In this case it's hard to decide what you're supposed to know and thus how to approach this problem: have you studied complex exponential

Fourier series? If that's the case, and since it seems to be that

$f(x)=\left\{\begin{array}{ll}x&,\,\,if\,\,\;\;\;\; 0\leq x\leq\pi\\{}\\0&,\,\,if\, -\pi\leq x<0\end{array}\right.$ , then we get that

$\forall\,\,0\neq n\in\mathbb{Z}\,,\,\,c_n:=\frac{1}{2\pi}\int\limit s^\pi_{\,-\pi}f(x)\,e^{-inx}\, dx$ $=\frac{1}{2\pi}\int\limits^\pi_0x\,e^{-inx}\,dx=\frac{1}{2\pi}\left[\frac{i}{n}[xe^{-inx}]^\pi_0 -\frac{i}{n}\int\limits_0^\pi e^{-inx}\,dx\right]$ $=\left\{\begin{array}{cl}\frac{i}{2n}&,\,for\,\,ev en\,\,n\\{}\\-i\,\left(\frac{1}{2n}+\frac{1}{\pi n^2}\right)&,\,for\,\,odd\,\,n\end{array}\right.$ .

Check the above and then evaluate $c_0:=\frac{1}{2\pi}\int_0^\pi\,f(x)\,dx$ (trivial integral)

Tonio

**chisigma** · April 26th 2010, 04:51 AM

For a function of period $2 \pi$ is...

$f(x)= \frac{a_{0}}{2} + \sum_{n=1}^{\infty} a_{n}\cdot \cos nx + \sum_{n=1}^{\infty} b_{n}\cdot \sin nx$ (1)

... where...

$a_{n} = \frac{1}{\pi} \int_{- \pi}^{+ \pi} f(x)\cdot \cos nx\cdot dx$

$b_{n} = \frac{1}{\pi} \int_{- \pi}^{+ \pi} f(x)\cdot \sin nx\cdot dx$ (2)

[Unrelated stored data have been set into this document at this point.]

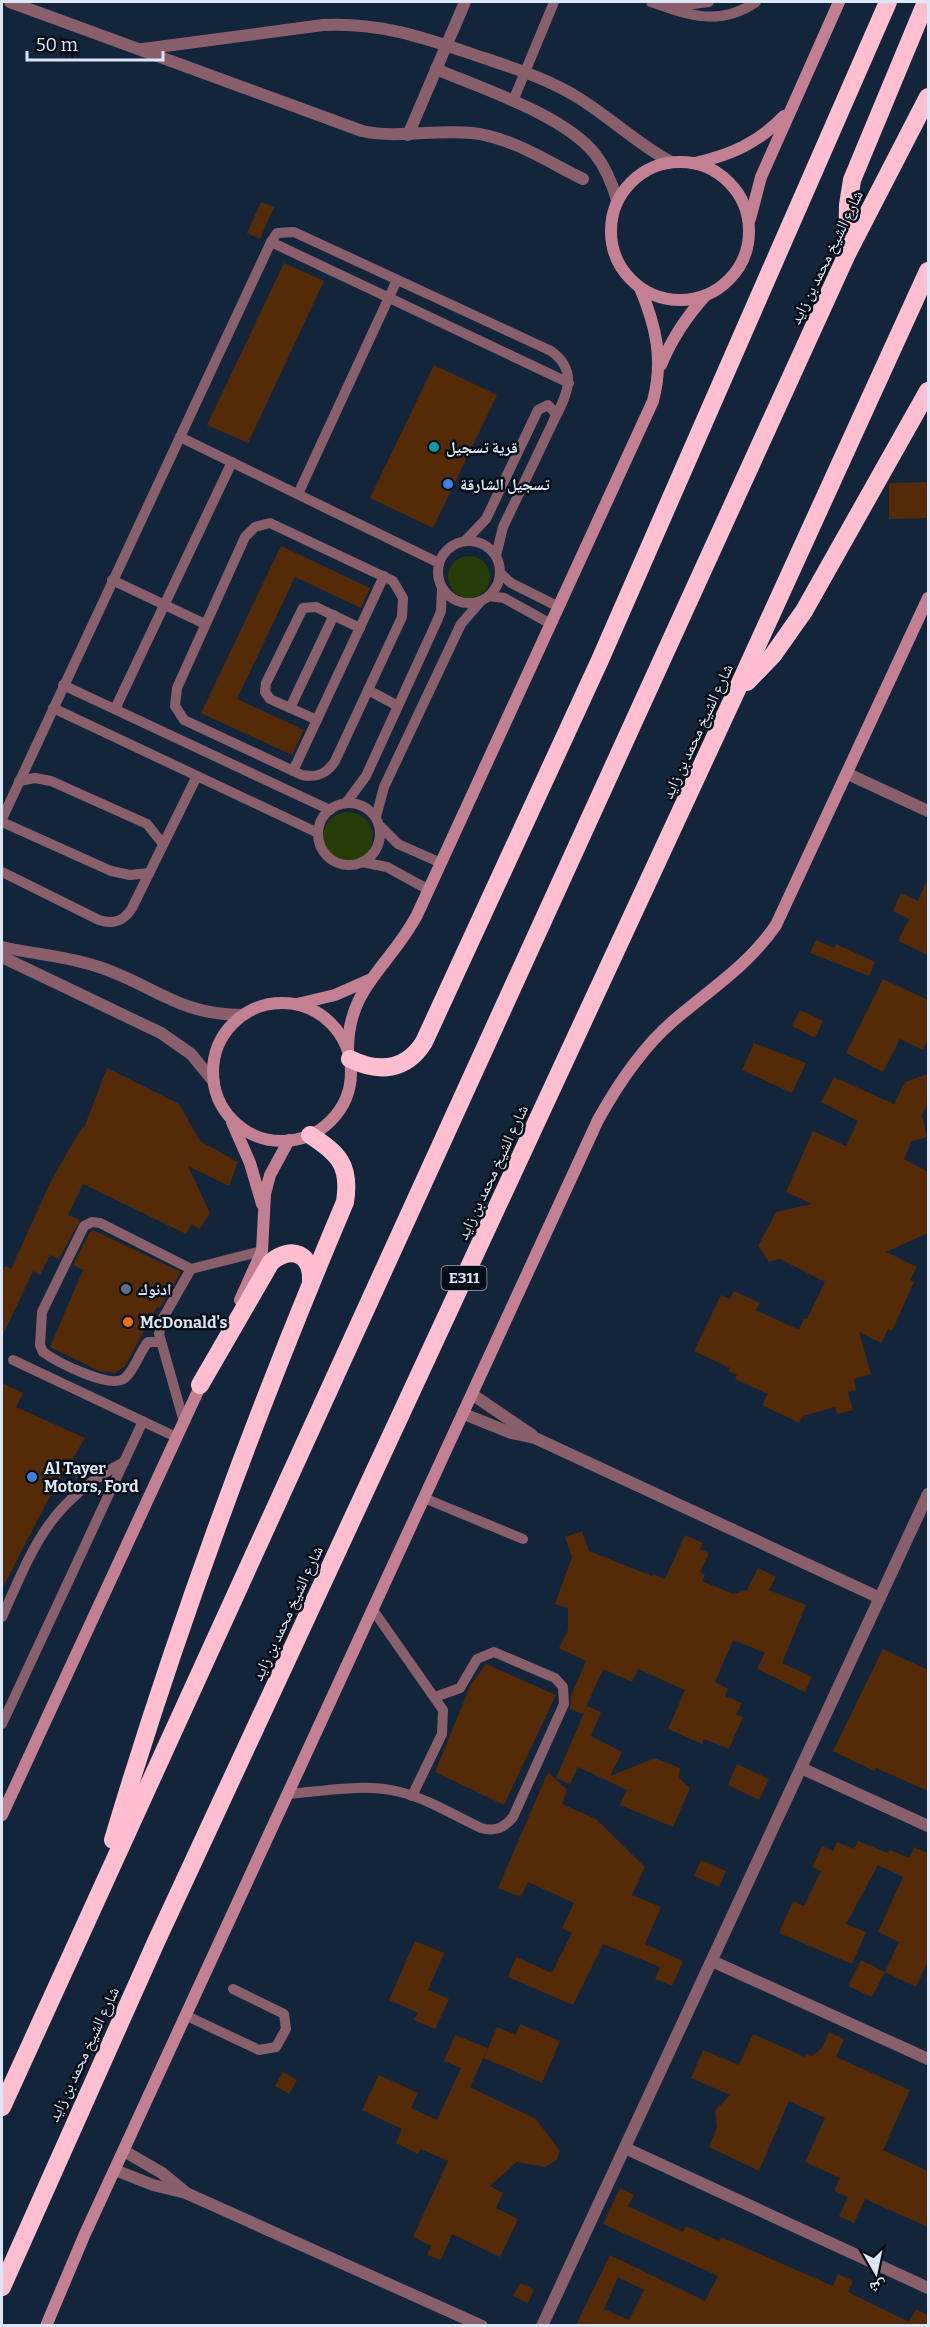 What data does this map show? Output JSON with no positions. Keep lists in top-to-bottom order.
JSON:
{
  "streets": {
    "highway": ["شارع الشيخ محمد بن زايد", "E311"]
  },
  "places": [
    "قرية تسجيل",
    "تسجيل الشارقة",
    "ادنوك",
    "McDonald's",
    "Al Tayer Motors, Ford"
  ],
  "scale_bar": "50 m",
  "north": "bottom"
} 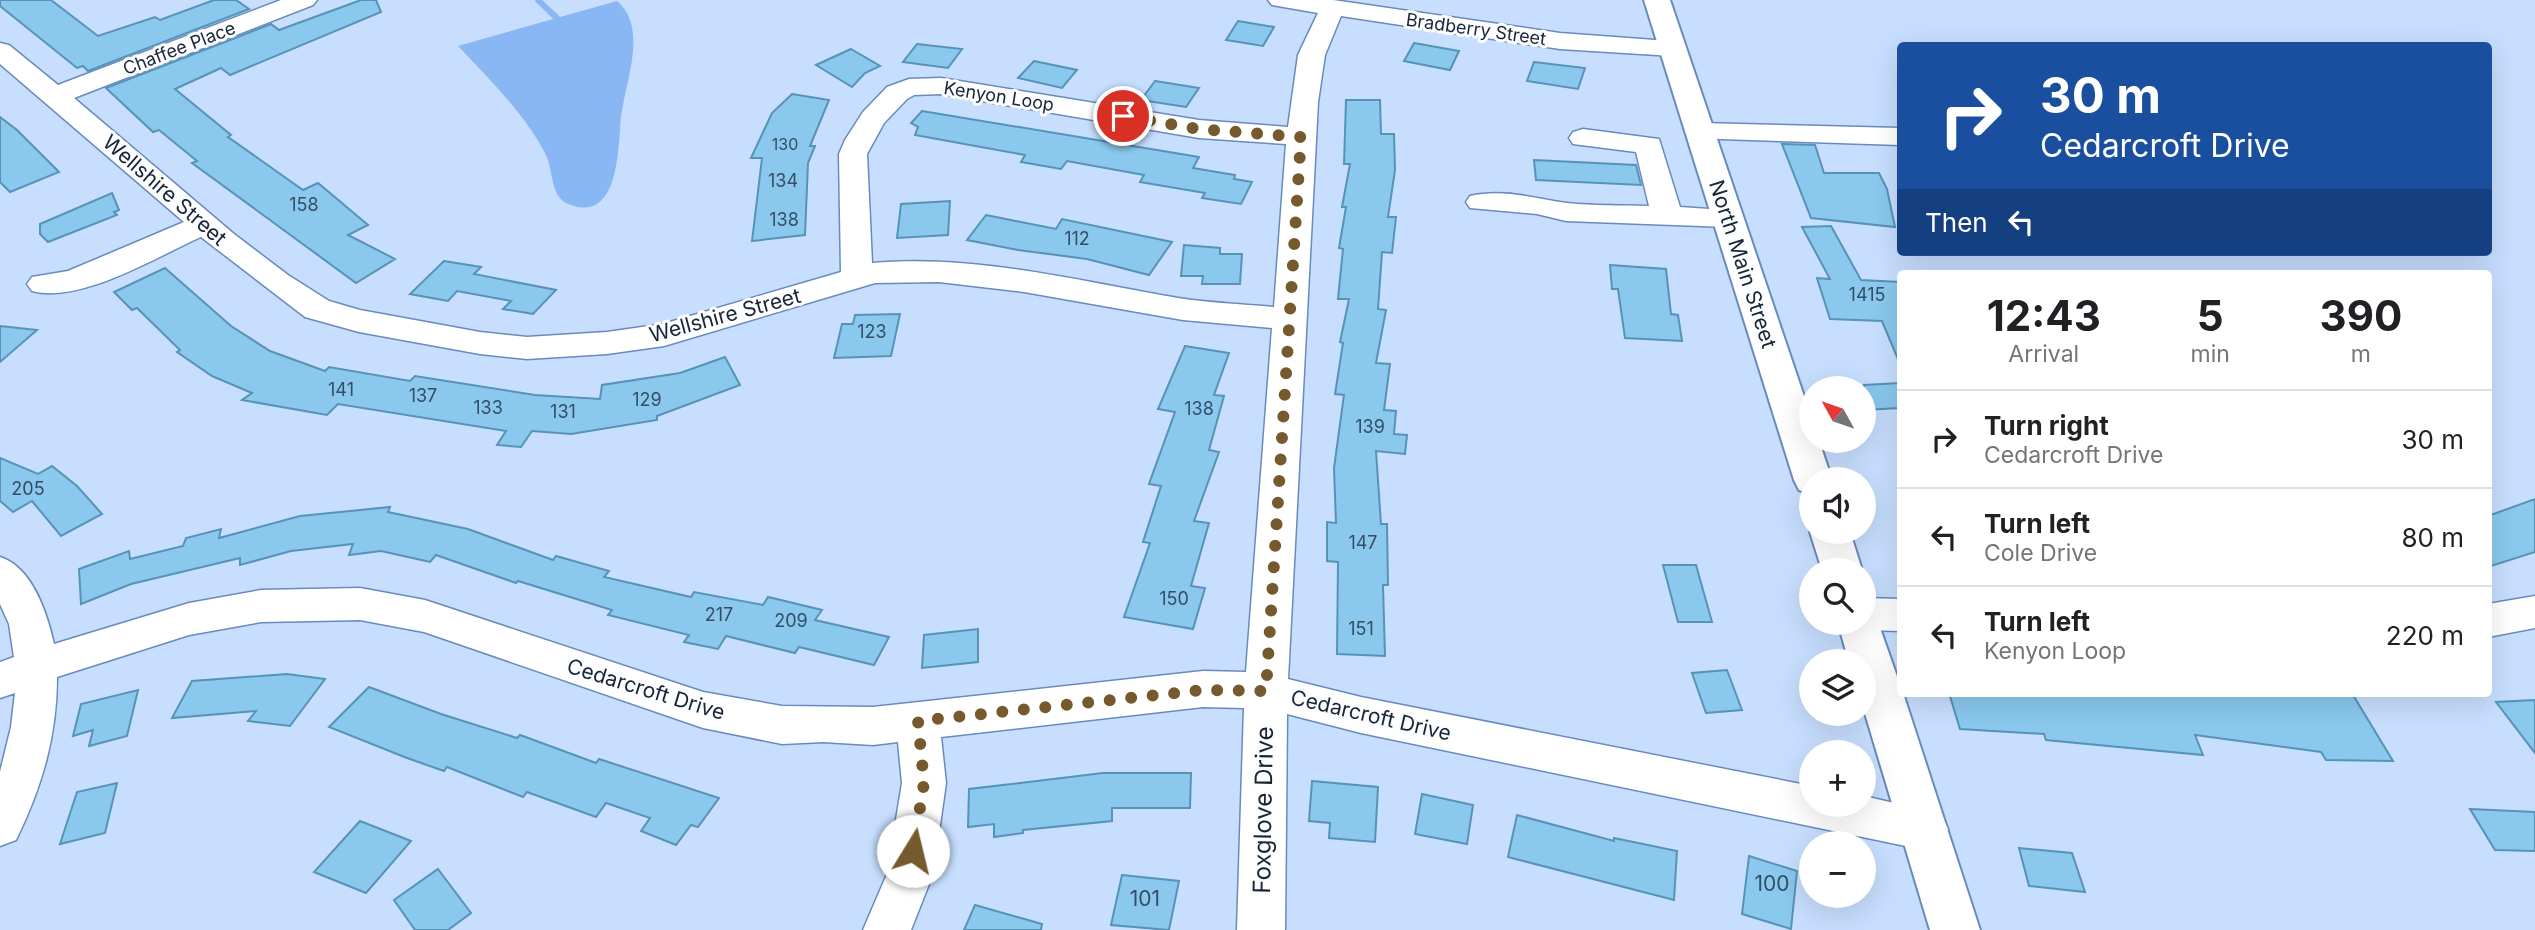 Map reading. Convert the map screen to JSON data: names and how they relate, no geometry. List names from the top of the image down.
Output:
{
  "streets": {
    "main road": ["North Main Street"],
    "street": [
      "Bradberry Street",
      "Chaffee Place",
      "Kenyon Loop",
      "Wellshire Street",
      "Cedarcroft Drive",
      "Foxglove Drive"
    ]
  },
  "crossings": [
    ["Bradberry Street", "North Main Street"],
    ["Bradberry Street", "Foxglove Drive"],
    ["Chaffee Place", "Wellshire Street"],
    ["Kenyon Loop", "Wellshire Street"],
    ["Kenyon Loop", "Foxglove Drive"],
    ["Wellshire Street", "Foxglove Drive"],
    ["Cedarcroft Drive", "Foxglove Drive"]
  ],
  "house_numbers": [
    "130",
    "134",
    "158",
    "138",
    "112",
    "1415",
    "123",
    "141",
    "137",
    "129",
    "133",
    "138",
    "131",
    "139",
    "205",
    "147",
    "150",
    "217",
    "209",
    "151",
    "100",
    "101"
  ],
  "north": "top left",
  "page": {
    "turn": ["30 m", "Cedarcroft Drive"],
    "then": "Then",
    "eta": [
      "12:43",
      "Arrival",
      "5",
      "min",
      "390",
      "m"
    ],
    "map_buttons": ["+", "−"],
    "list": [
      {
        "name": "Turn right",
        "note": "Cedarcroft Drive",
        "value": "30 m"
      },
      {
        "name": "Turn left",
        "note": "Cole Drive",
        "value": "80 m"
      },
      {
        "name": "Turn left",
        "note": "Kenyon Loop",
        "value": "220 m"
      }
    ]
  }
} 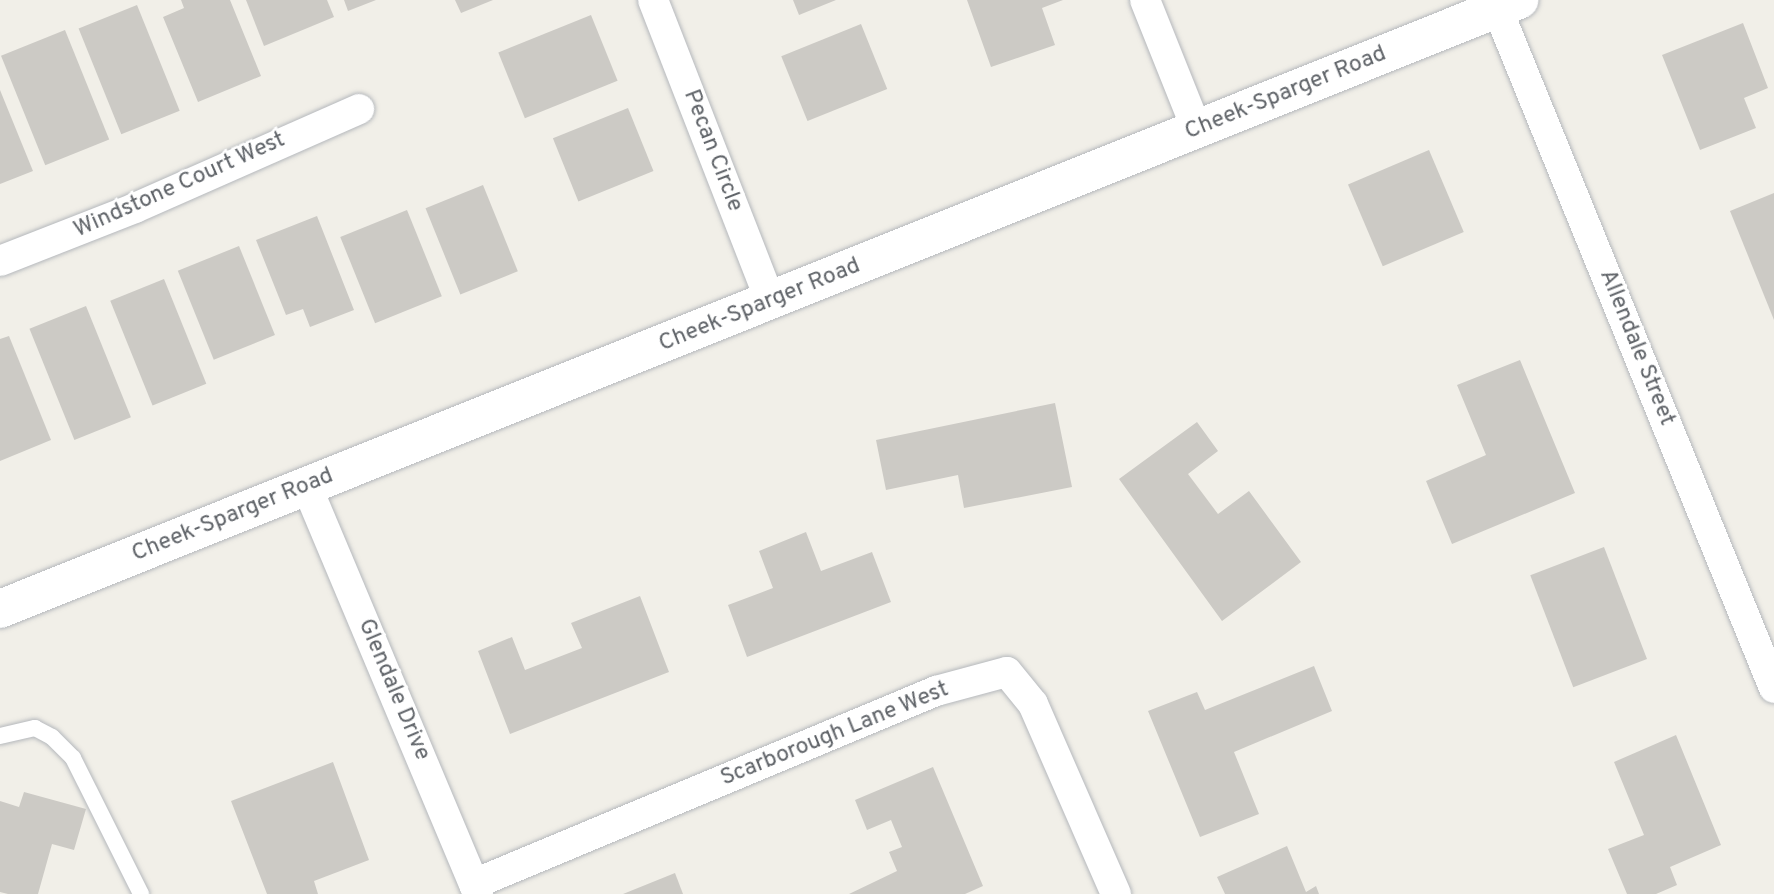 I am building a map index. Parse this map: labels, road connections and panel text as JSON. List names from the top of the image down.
{
  "streets": {
    "main road": ["Cheek-Sparger Road"],
    "street": [
      "Pecan Circle",
      "Windstone Court West",
      "Allendale Street",
      "Glendale Drive",
      "Scarborough Lane West"
    ]
  },
  "crossings": [
    ["Cheek-Sparger Road", "Pecan Circle"],
    ["Cheek-Sparger Road", "Allendale Street"],
    ["Cheek-Sparger Road", "Glendale Drive"],
    ["Glendale Drive", "Scarborough Lane West"]
  ]
} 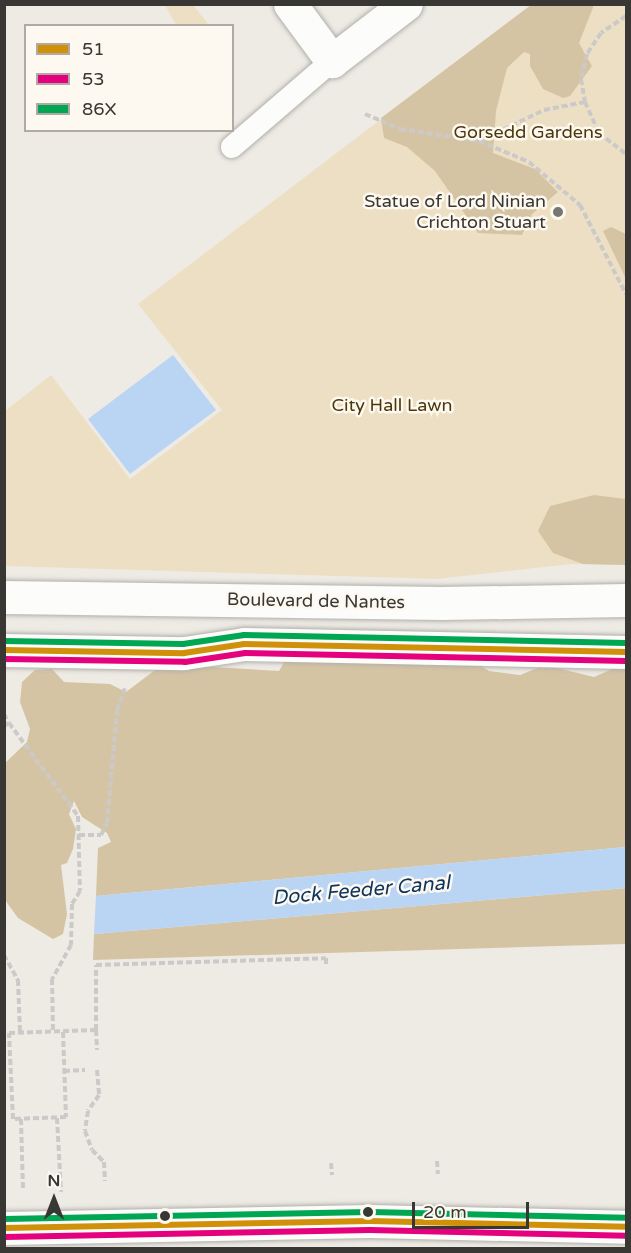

Remebering that for $n >0$ is...

$\int x\cdot \cos nx \cdot dx = \frac{\cos nx}{n^{2}} + \frac{x\cdot \sin nx}{n} + c$

$\int x\cdot \sin nx \cdot dx = \frac{\sin nx}{n^{2}} - \frac{x\cdot \cos nx}{n} + c$ (3)

... and for $n=0$ ...

$\int x\cdot dx = \frac{x^{2}}{2} + c$ (4)

... we obtain...

$a_{0} = \frac{1}{\pi} \int_{0}^{\pi} x\cdot dx = \frac{\pi}{2}$

$a_{n} = \frac{1}{\pi} \int_{0}^{\pi} x\cdot \cos nx\cdot dx = \frac{(-1)^{n}-1}{\pi \cdot n^{2}}$

$b_{n} = \frac{1}{\pi} \int_{0}^{\pi} x\cdot \cos nx\cdot dx = \frac{(-1)^{n}}{n}$ (5)

Kind regards

$\chi$ $\sigma$

**chella182** · April 26th 2010, 05:17 AM

Thankyou chisigma for not getting condescending and helping

exactly what I needed.

tonio, why bother replying if you think the way I'm asking for help isn't right, really? I appreciate that you're taking time out of your day to contribute, but I really don't appreciate your tone. The reason I say that I "don't have a clue" is so I don't get replies saying things like "Have you tried [such-and-such a method]?" because this area is by no means my speciality, so I most likely haven't or don't know what you're actually talking about.

I asked in the class and got a sub-standard explanation which didn't help much, AND I checked my notes and couldn't find how to do it in there (you really shouldn't be presuming that I haven't hcked my notes just 'cause I'm asking on here btw) so I turned to this site for help. If you can't or don't want to help, then don't.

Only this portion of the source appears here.